Jan. 23 (UPI) -- The Jerusalem District Planning and Building Committee has approved 671 new housing units in several occupied neighborhoods located beyond the pre-1967 border.
Jerusalem Deputy Mayor Meir Turgeman said the move was a direct response to Donald Trump becoming the 45th president of the United States. Turgeman also serves as the chairman of the planning and building committee.
"I was told to wait until Trump takes office because he has no problem with building in Jerusalem," Turgeman told Israel Radio on Sunday. "The rules of the game have changed with Donald Trump's arrival as president. We no longer have our hands tied as in the time of Barack Obama."
Israel disputes accusations that settlements on Palestinian land drafted in the 1949 Armistice Agreements are illegal under international law.
Trump spoke by telephone with Israeli Prime Minister Benjamin Netanyahu on Sunday and discussed "ways to advance and strengthen the U.S.-Israel special relationship, and security and stability in the Middle East," White House officials said.

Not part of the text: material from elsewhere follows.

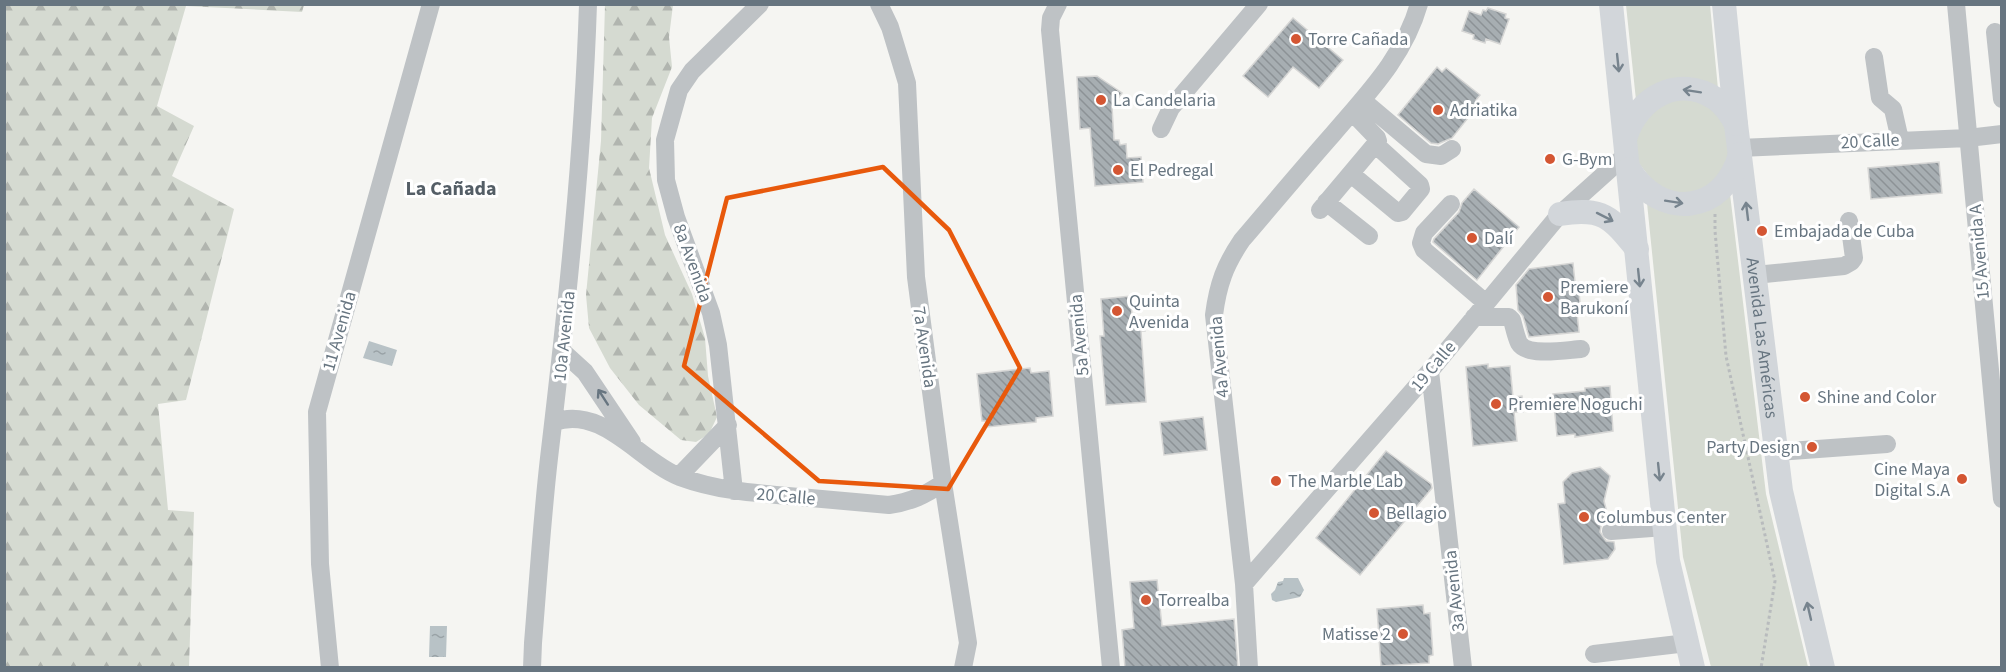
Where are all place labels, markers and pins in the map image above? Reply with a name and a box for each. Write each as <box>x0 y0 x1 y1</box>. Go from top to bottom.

In late December, the 15-member United Nations Security Council voted 14-0 to pass Resolution 2334, a condemnation of ongoing construction of Israeli settlements in disputed Palestinian territory, including east Jerusalem. The United States abstained from voting, which Israel interpreted as President Barack Obama's approval.
Jerusalem Mayor Nir Barkat on Sunday said construction in east Jerusalem is designed to create a "unified Jerusalem."
"We have suffered eight difficult years of Obama, who pressured Israel to freeze building. Even though the Jerusalem municipality never froze building in the city, many times we were not given government approval, and sometimes homes were not put on the market because of U.S. pressure," Barkat said. "I hope that era is over, and that from now on we will continue to build and develop Jerusalem for the good of its residents, Jewish and Arab alike. We must strengthen our sovereignty over Israel's capital and create a unified Jerusalem."
The Obama administration regarded Netanyahu's support of Israeli settlements on occupied land as threatening the hope for a two-state solution.